Cómo afrontar las emociones negativas de nuestros hijos frente al divorcio

Otra de las obvias reacciones de los hijos es la TRISTEZA, y sin duda la que más se presenta en los pequeños frente al divorcio. Se trata de un sentimiento que se manifiesta a través de muchas reacciones.

Para ellos no es fácil enfrentar la ausencia de uno de de sus padres en las actividades de la vida diaria, y la pérdida de la familia que tenían hasta este momento. Un padre es irremplazable para los menores y ellos lo extrañarán con nostalgia en muchas circunstancias después de su partida.

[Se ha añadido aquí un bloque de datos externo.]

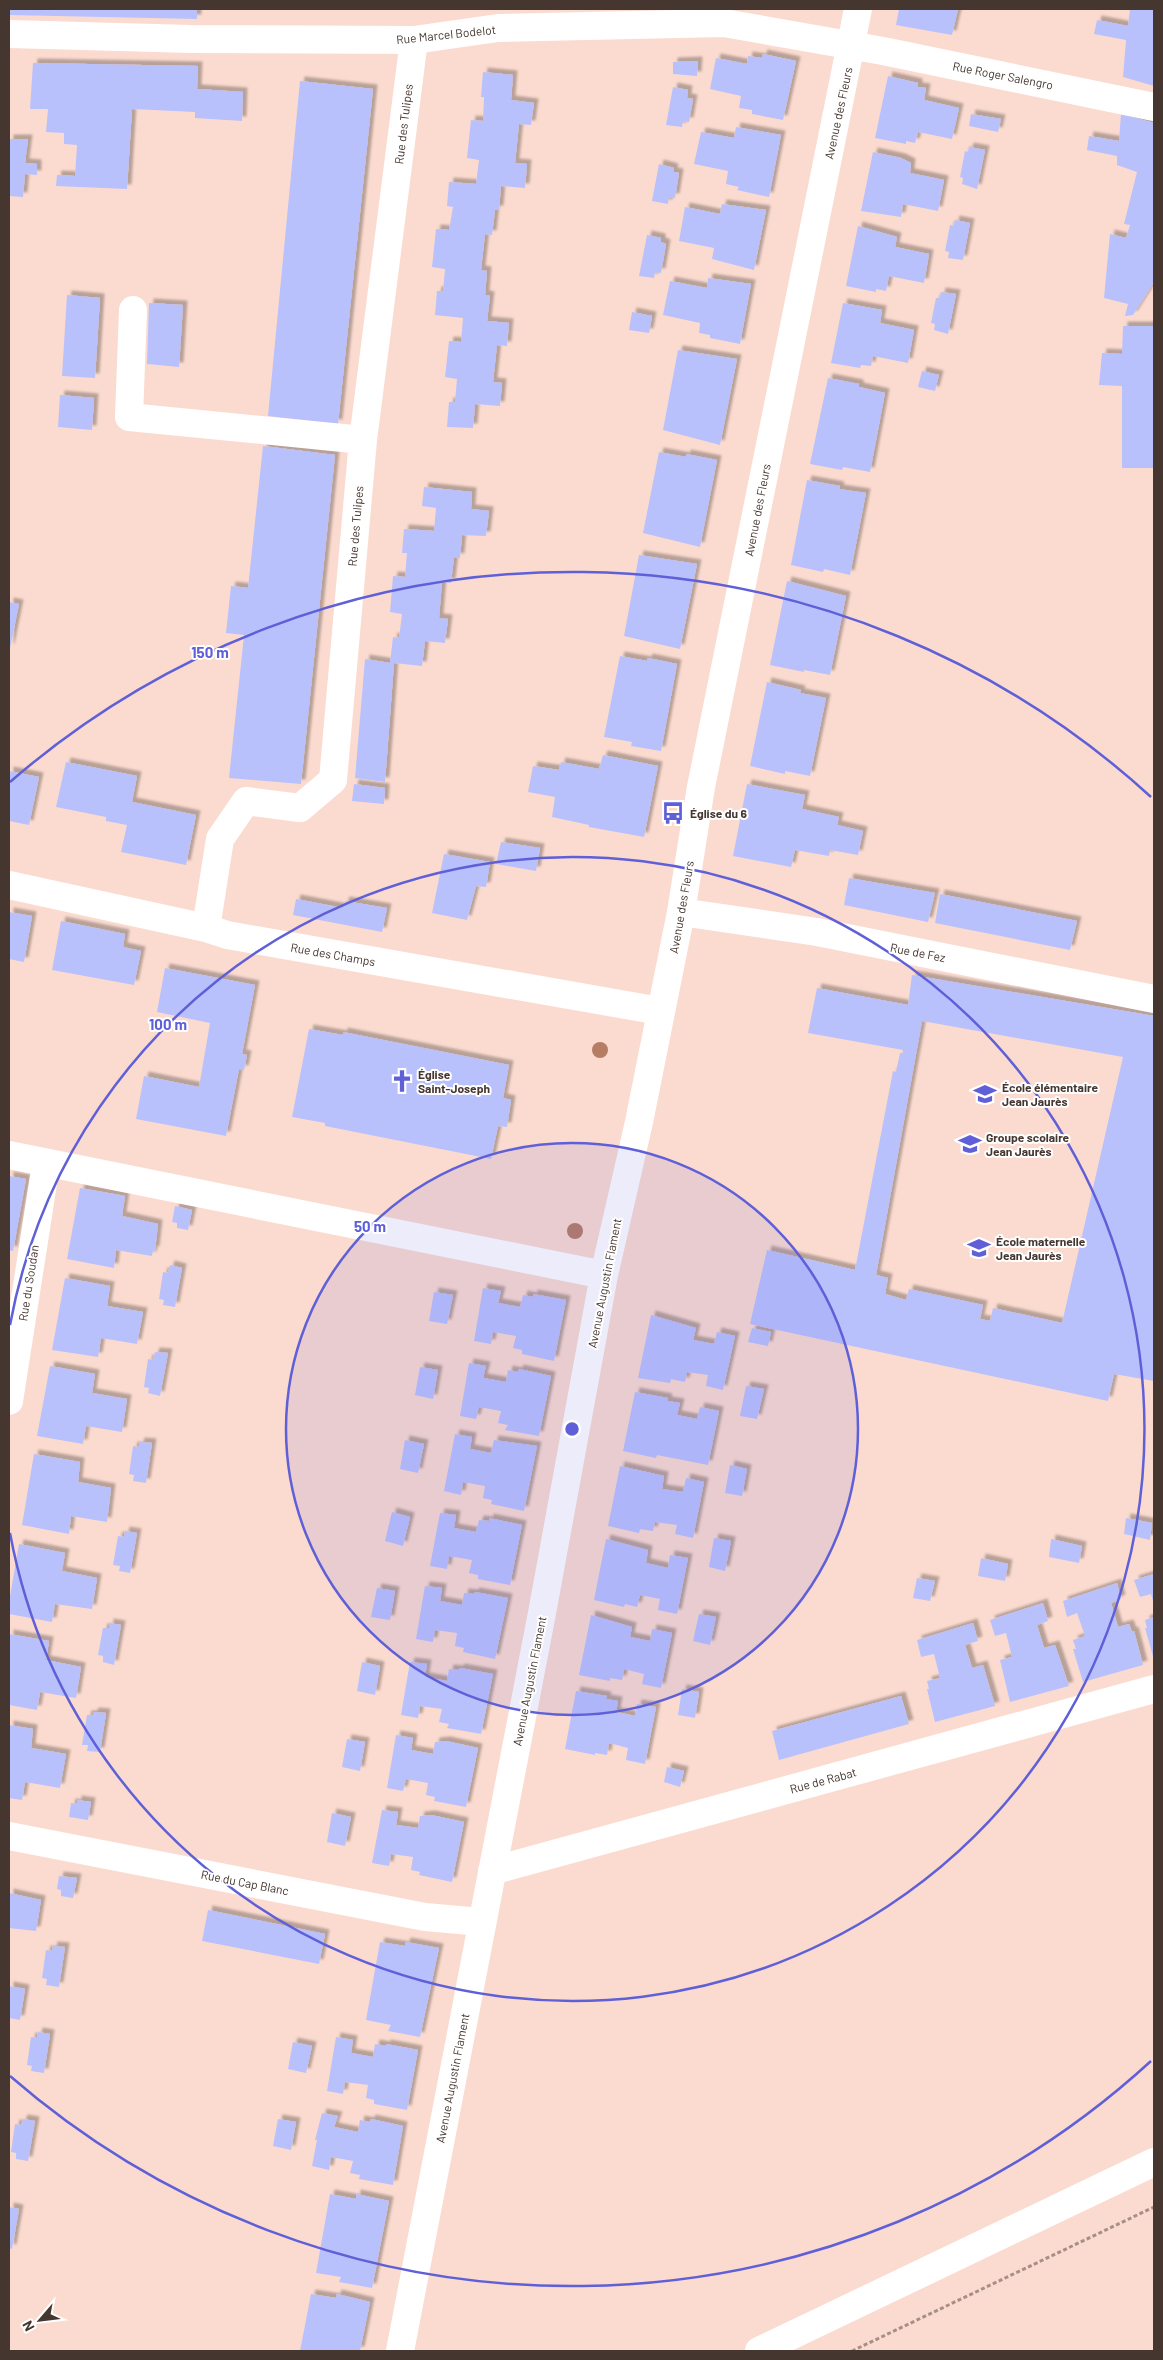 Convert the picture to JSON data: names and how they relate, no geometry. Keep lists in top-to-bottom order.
{
  "streets": {
    "street": [
      "Rue Marcel Bodelot",
      "Rue Roger Salengro",
      "Avenue des Fleurs",
      "Rue des Tulipes",
      "Rue de Fez",
      "Rue des Champs",
      "Rue du Soudan",
      "Avenue Augustin Flament",
      "Rue de Rabat",
      "Rue du Cap Blanc"
    ]
  },
  "crossings": [
    ["Rue Marcel Bodelot", "Rue Roger Salengro"],
    ["Rue Marcel Bodelot", "Avenue des Fleurs"],
    ["Rue Marcel Bodelot", "Rue des Tulipes"],
    ["Rue Roger Salengro", "Avenue des Fleurs"],
    ["Avenue des Fleurs", "Rue de Fez"],
    ["Avenue des Fleurs", "Rue des Champs"],
    ["Avenue des Fleurs", "Avenue Augustin Flament"],
    ["Rue des Tulipes", "Rue des Champs"],
    ["Rue des Champs", "Avenue Augustin Flament"],
    ["Avenue Augustin Flament", "Rue de Rabat"],
    ["Avenue Augustin Flament", "Rue du Cap Blanc"]
  ],
  "places": {
    "bus stop": ["Église du 6"],
    "church": ["Église Saint-Joseph"],
    "school or university": ["École élémentaire Jean Jaurès", "Groupe scolaire Jean Jaurès", "École maternelle Jean Jaurès"]
  },
  "north": "bottom left",
  "rings": ["150 m", "100 m", "50 m"]
} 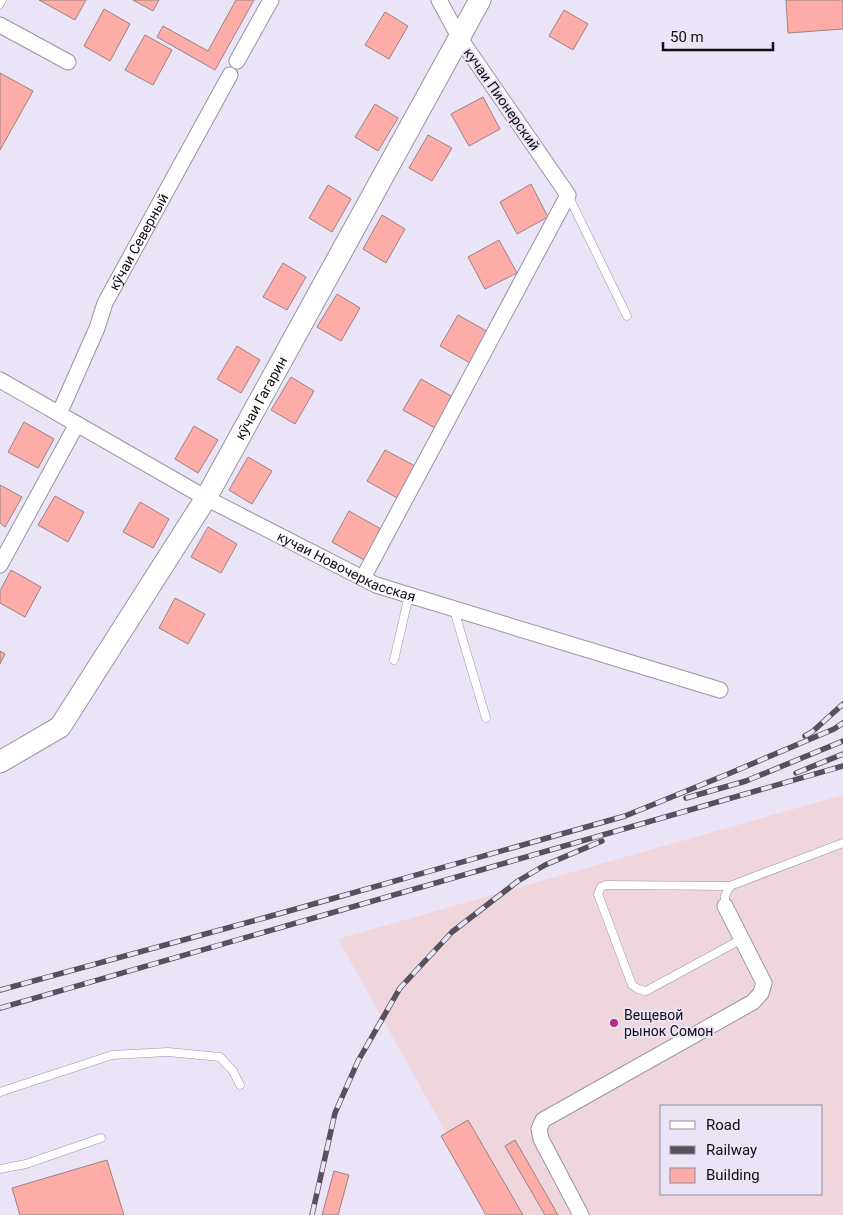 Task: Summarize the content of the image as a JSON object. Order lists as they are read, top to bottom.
{
  "streets": {
    "main road": ["кӯчаи Гагарин"],
    "street": ["кучаи Пионерский", "кӯчаи Северный", "кучаи Новочеркасская"]
  },
  "crossings": [
    ["кучаи Пионерский", "кӯчаи Гагарин"],
    ["кӯчаи Северный", "кучаи Новочеркасская"],
    ["кӯчаи Гагарин", "кучаи Новочеркасская"]
  ],
  "places": ["Вещевой рынок Сомон"],
  "legend": ["Road", "Railway", "Building"],
  "scale_bar": "50 m"
} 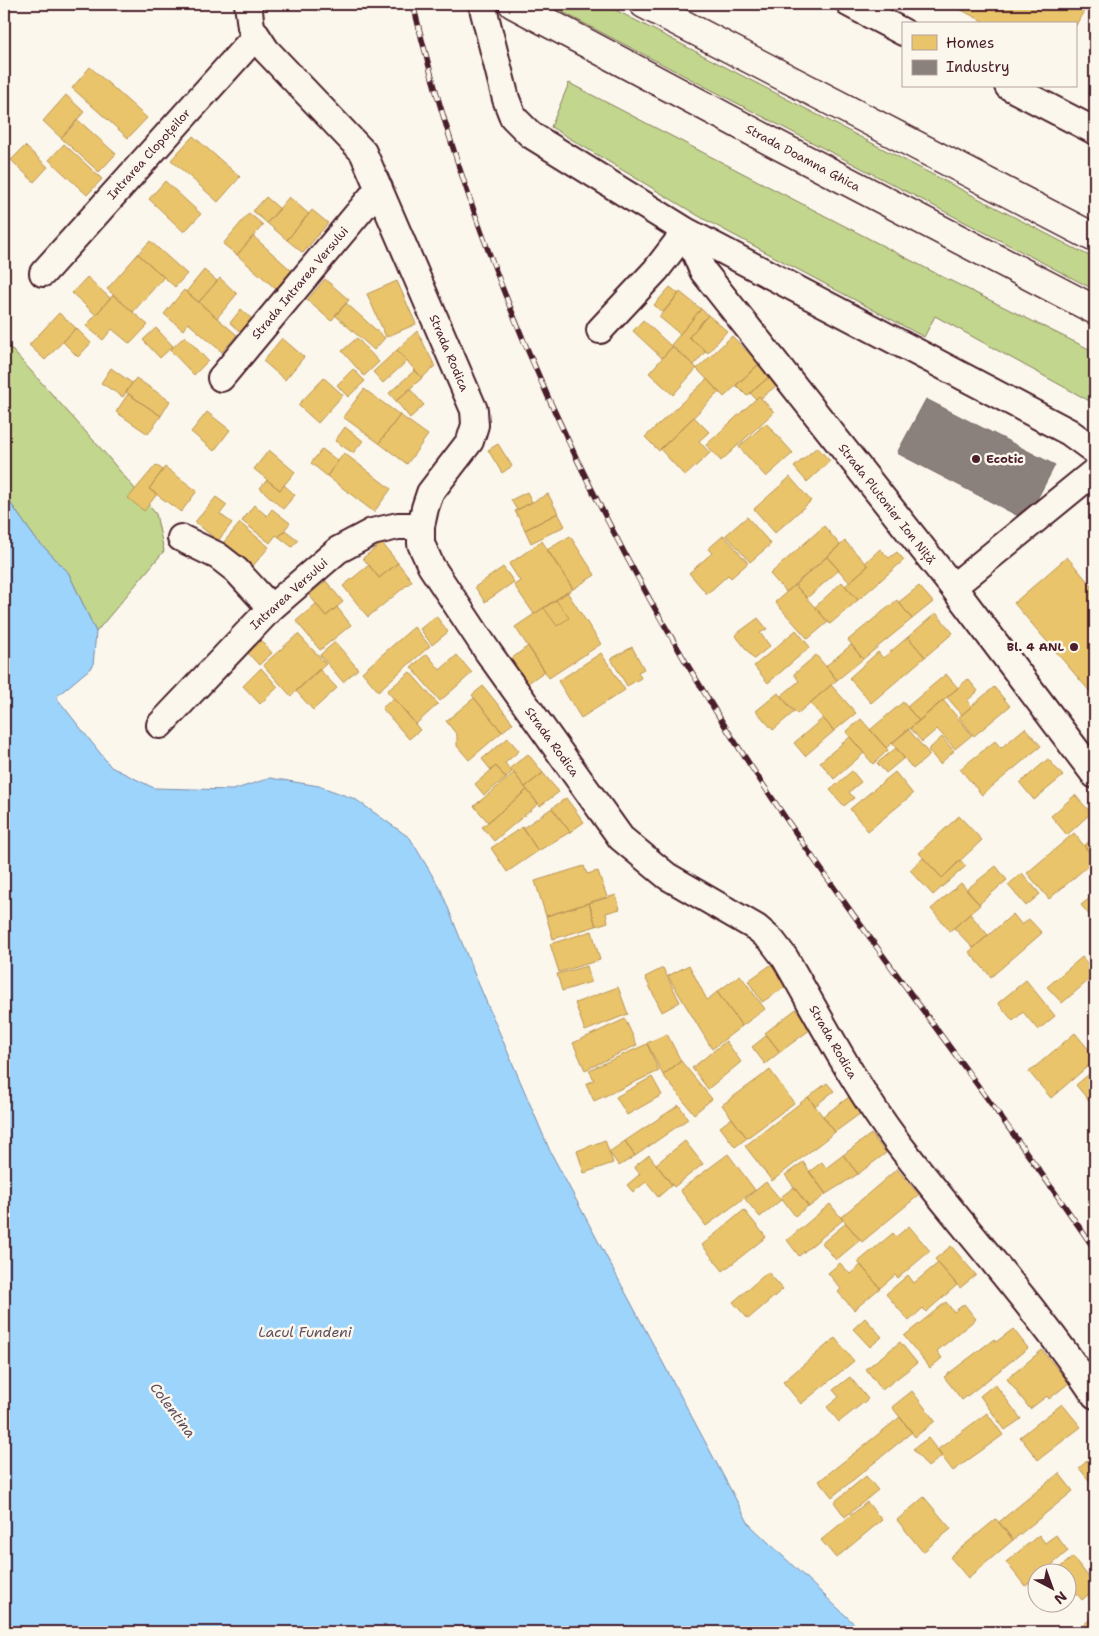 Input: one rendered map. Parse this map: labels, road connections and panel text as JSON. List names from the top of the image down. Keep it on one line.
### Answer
{"streets":{"main road":["Strada Doamna Ghica"],"street":["Intrarea Clopoțeilor","Strada Intrarea Versului","Strada Rodica","Strada Plutonier Ion Niță","Intrarea Versului"]},"crossings":[["Intrarea Clopoțeilor","Strada Rodica"],["Strada Intrarea Versului","Strada Rodica"],["Strada Rodica","Intrarea Versului"]],"water":["Lacul Fundeni","Colentina"],"places":["Ecotic","Bl. 4 ANL"],"legend":["Homes","Industry"],"north":"bottom right"} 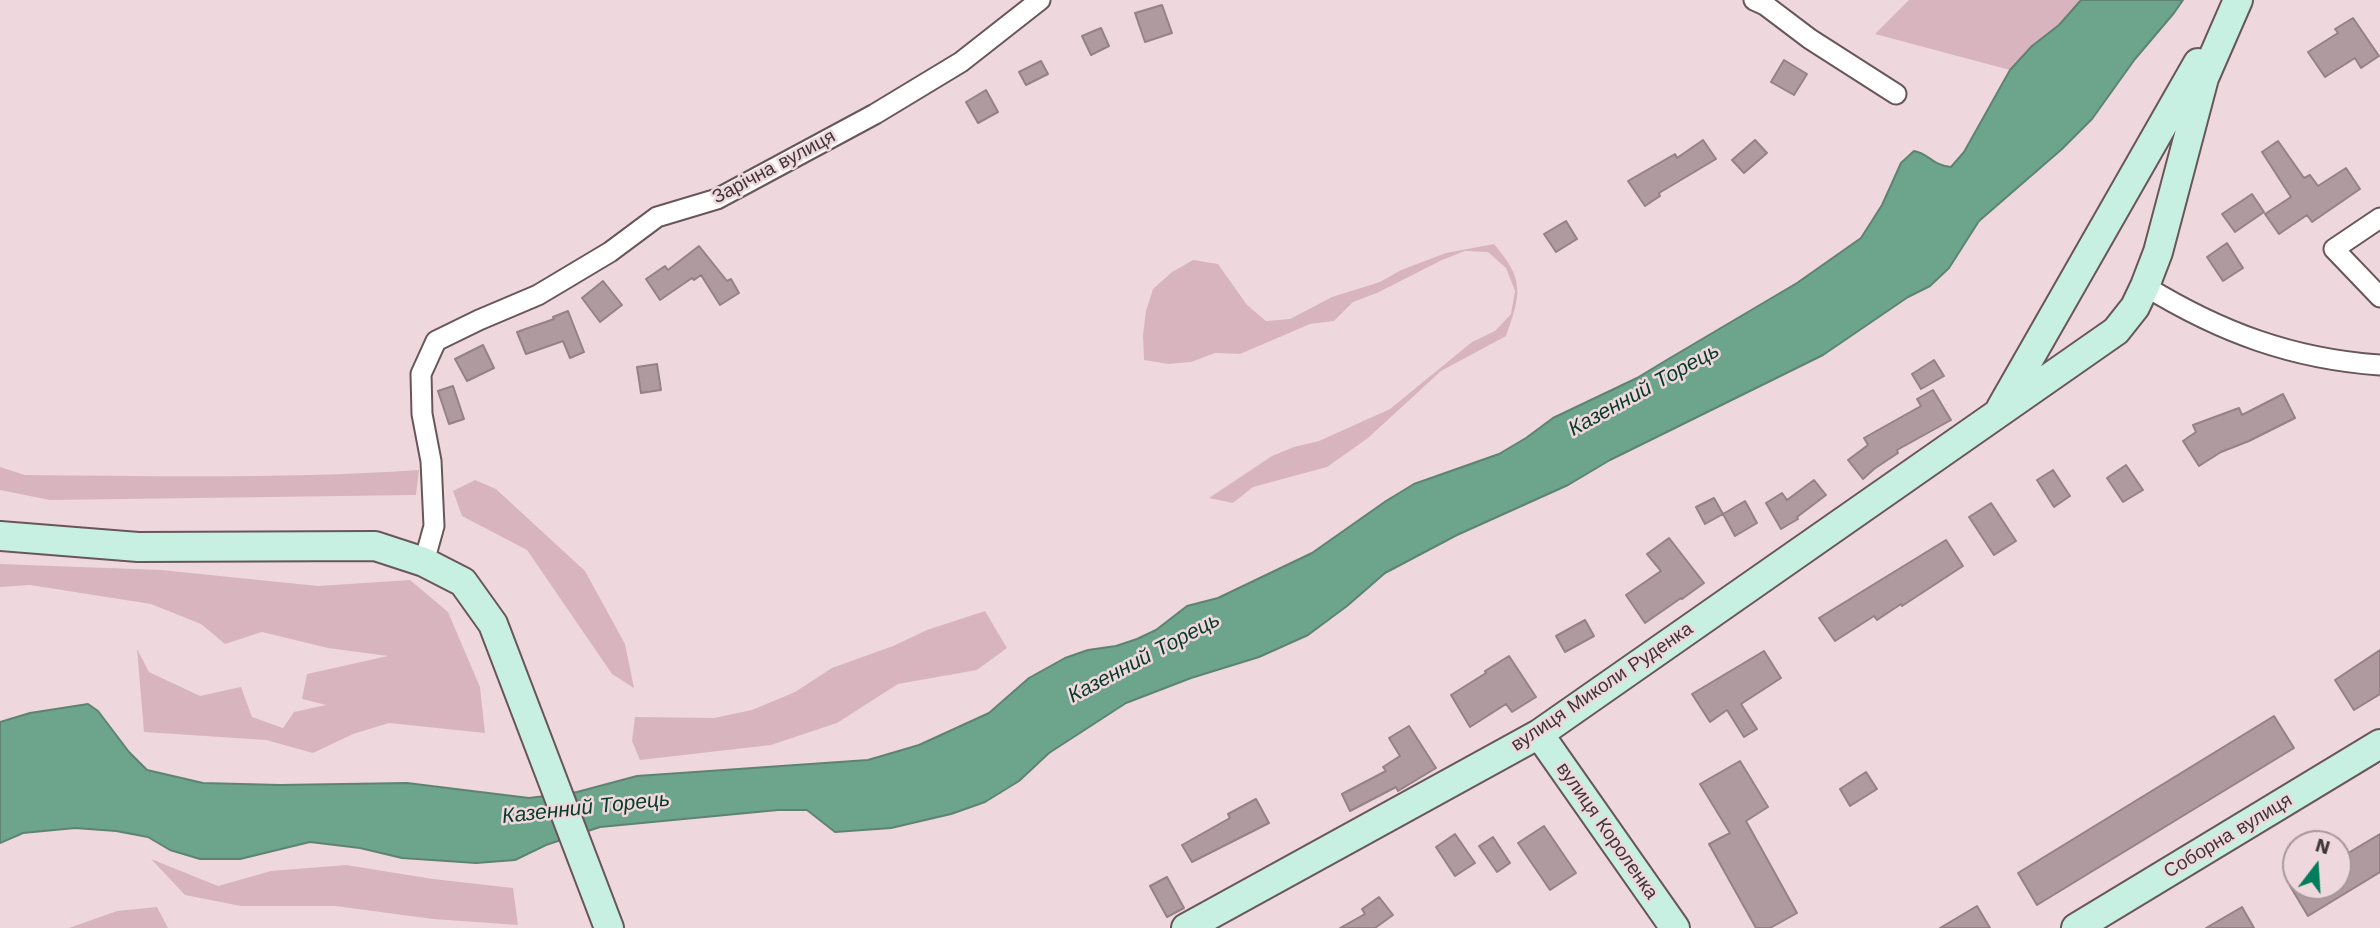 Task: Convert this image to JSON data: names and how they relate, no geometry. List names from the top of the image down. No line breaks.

Se considera normal que los niños expresen en forma espontánea la tristeza que causa la ausencia de uno de los padres. Es usual que lo hagan a través del llanto, del deseo de estar solos, de ser menos alegres y comunicativos, del deseo de dibujar escenas que representen lo que sienten y mostrar menos interés por actividades que antes disfrutaban.

Esto no puede producir en los adultos que están cerca de ellos, una alarma mayor a la que corresponde. Hay que estar dispuestos a entender que incluso algunos expresan su dolor a través de comportamientos agresivos.

Ayudarles a manifestar la tristeza, es especialmente importante en el caso de los hijos varones, a quienes la cultura ha trasmitido que “los niños no lloran”.

También es positivo que los padres compartan con los menores sus propios sentimientos, para que estos comprendan que sus emociones son adecuadas y corresponden a las circunstancias que están viviendo. De esta manera se crea un clima de comprensión y apoyo.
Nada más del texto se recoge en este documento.